| What the task asks |
Your copy should hold every record verbatim and none of the pictures.
*** Data in this exercise Section Begins ***
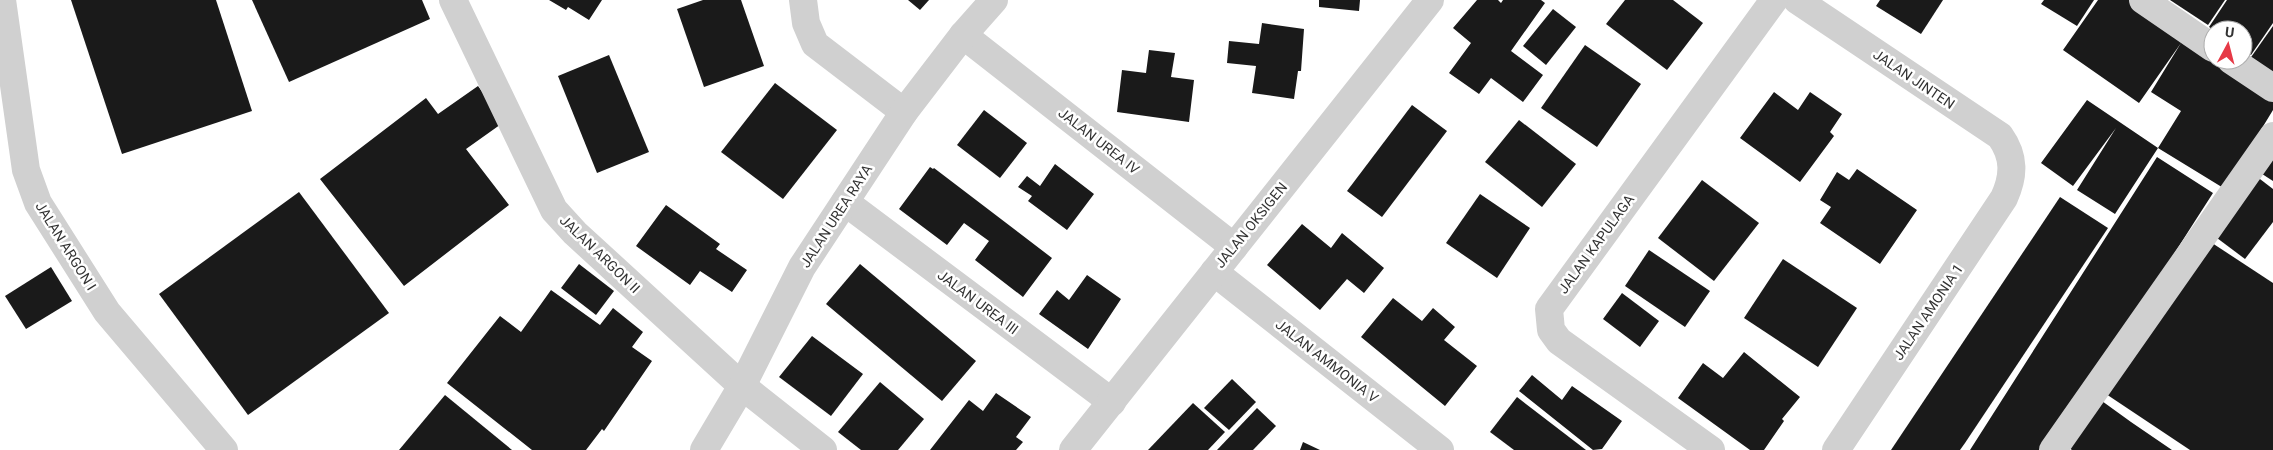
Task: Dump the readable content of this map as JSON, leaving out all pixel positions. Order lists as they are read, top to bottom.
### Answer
{
  "streets": {
    "street": [
      "JALAN JINTEN",
      "JALAN UREA IV",
      "JALAN UREA RAYA",
      "JALAN OKSIGEN",
      "JALAN KAPULAGA",
      "JALAN ARGON I",
      "JALAN ARGON II",
      "JALAN UREA III",
      "JALAN AMONIA 1",
      "JALAN AMMONIA V"
    ]
  },
  "crossings": [
    ["JALAN JINTEN", "JALAN AMONIA 1"],
    ["JALAN UREA IV", "JALAN UREA RAYA"],
    ["JALAN UREA IV", "JALAN OKSIGEN"],
    ["JALAN UREA RAYA", "JALAN ARGON II"],
    ["JALAN UREA RAYA", "JALAN UREA III"],
    ["JALAN OKSIGEN", "JALAN UREA III"],
    ["JALAN OKSIGEN", "JALAN AMMONIA V"]
  ],
  "north": "top"
}
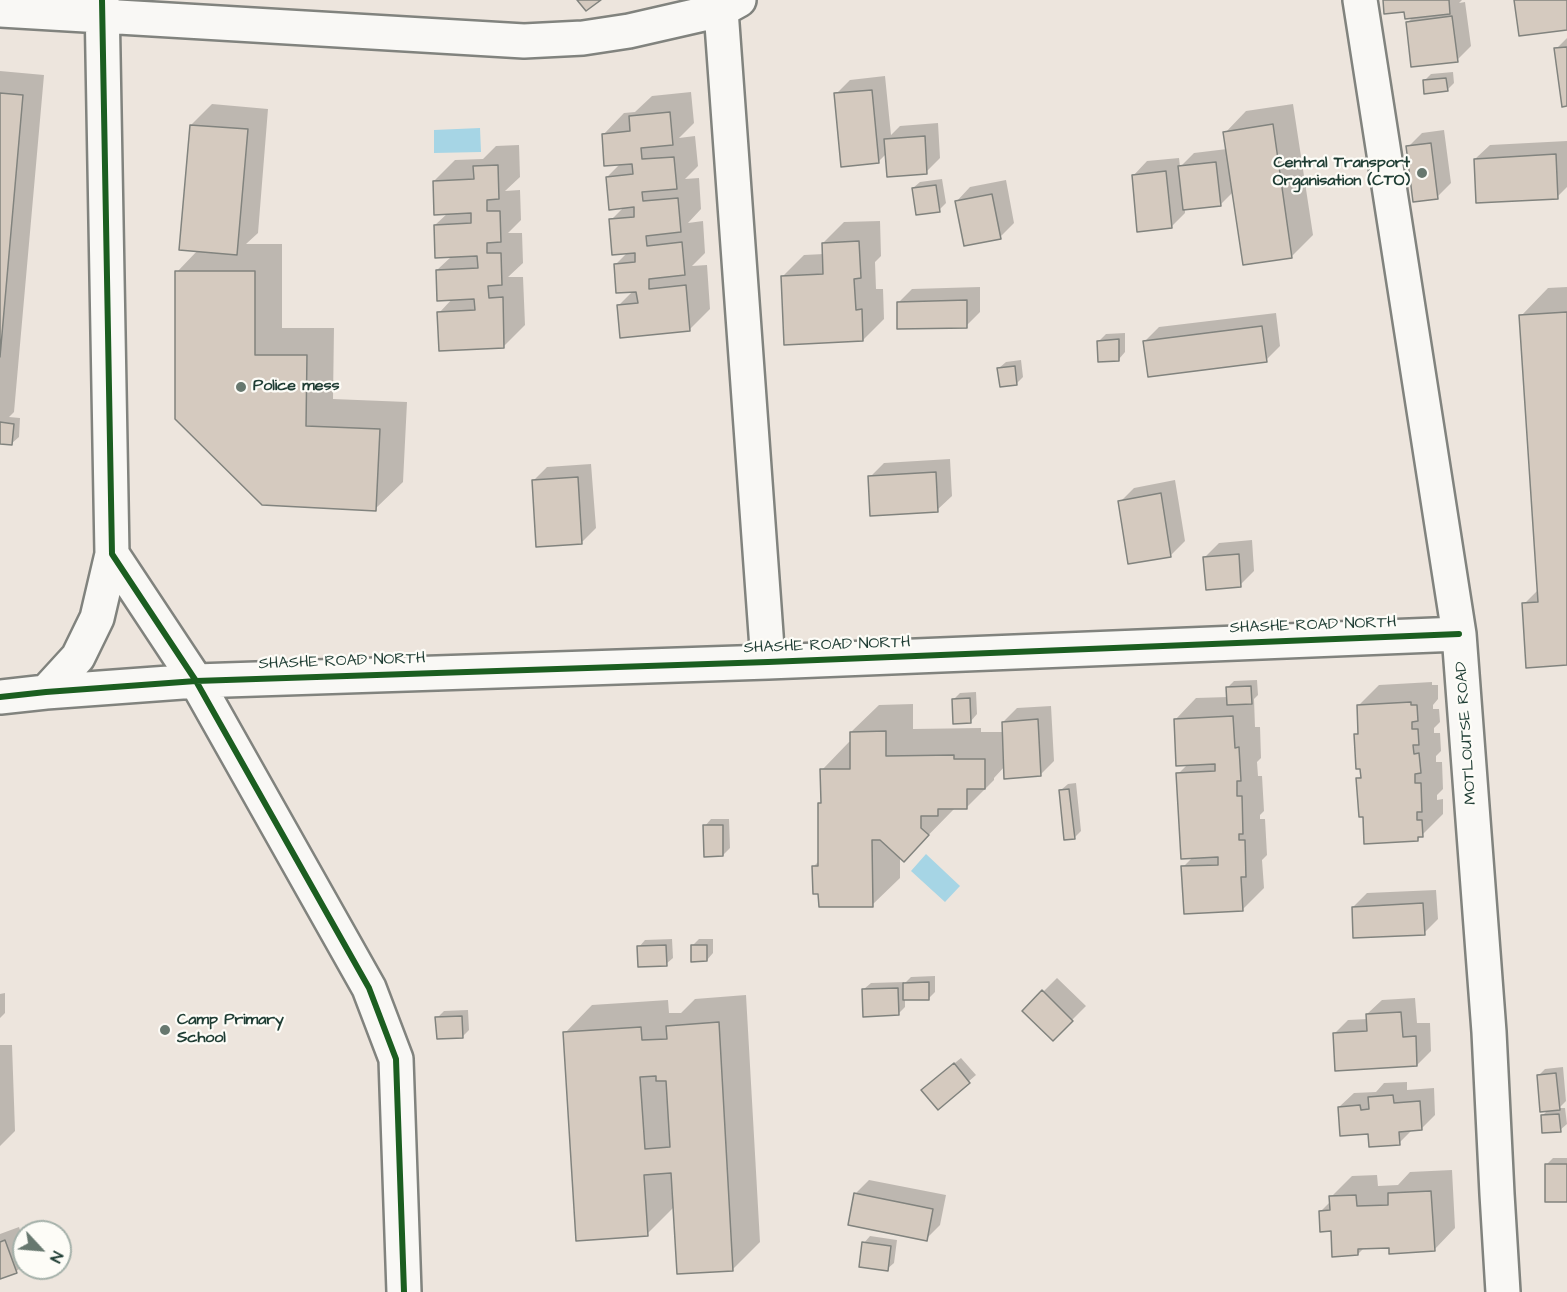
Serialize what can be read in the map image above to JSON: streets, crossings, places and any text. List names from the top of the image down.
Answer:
{
  "streets": {
    "street": ["SHASHE ROAD NORTH", "MOTLOUTSE ROAD"]
  },
  "crossings": [
    ["SHASHE ROAD NORTH", "MOTLOUTSE ROAD"]
  ],
  "places": ["Central Transport Organisation (CTO)", "Police mess", "Camp Primary School"],
  "north": "bottom right"
}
*** Data in this exercise Section Ends ***
| Solved problem |
Task: Dump the readable content of this map as JSON, leaving out all pixel positions. Order lists as they are read, top to bottom.
### Answer
{
  "streets": {
    "street": [
      "JALAN JINTEN",
      "JALAN UREA IV",
      "JALAN UREA RAYA",
      "JALAN OKSIGEN",
      "JALAN KAPULAGA",
      "JALAN ARGON I",
      "JALAN ARGON II",
      "JALAN UREA III",
      "JALAN AMONIA 1",
      "JALAN AMMONIA V"
    ]
  },
  "crossings": [
    ["JALAN JINTEN", "JALAN AMONIA 1"],
    ["JALAN UREA IV", "JALAN UREA RAYA"],
    ["JALAN UREA IV", "JALAN OKSIGEN"],
    ["JALAN UREA RAYA", "JALAN ARGON II"],
    ["JALAN UREA RAYA", "JALAN UREA III"],
    ["JALAN OKSIGEN", "JALAN UREA III"],
    ["JALAN OKSIGEN", "JALAN AMMONIA V"]
  ],
  "north": "top"
}
Serialize what can be read in the map image above to JSON: streets, crossings, places and any text. List names from the top of the image down.
Answer:
{
  "streets": {
    "street": ["SHASHE ROAD NORTH", "MOTLOUTSE ROAD"]
  },
  "crossings": [
    ["SHASHE ROAD NORTH", "MOTLOUTSE ROAD"]
  ],
  "places": ["Central Transport Organisation (CTO)", "Police mess", "Camp Primary School"],
  "north": "bottom right"
}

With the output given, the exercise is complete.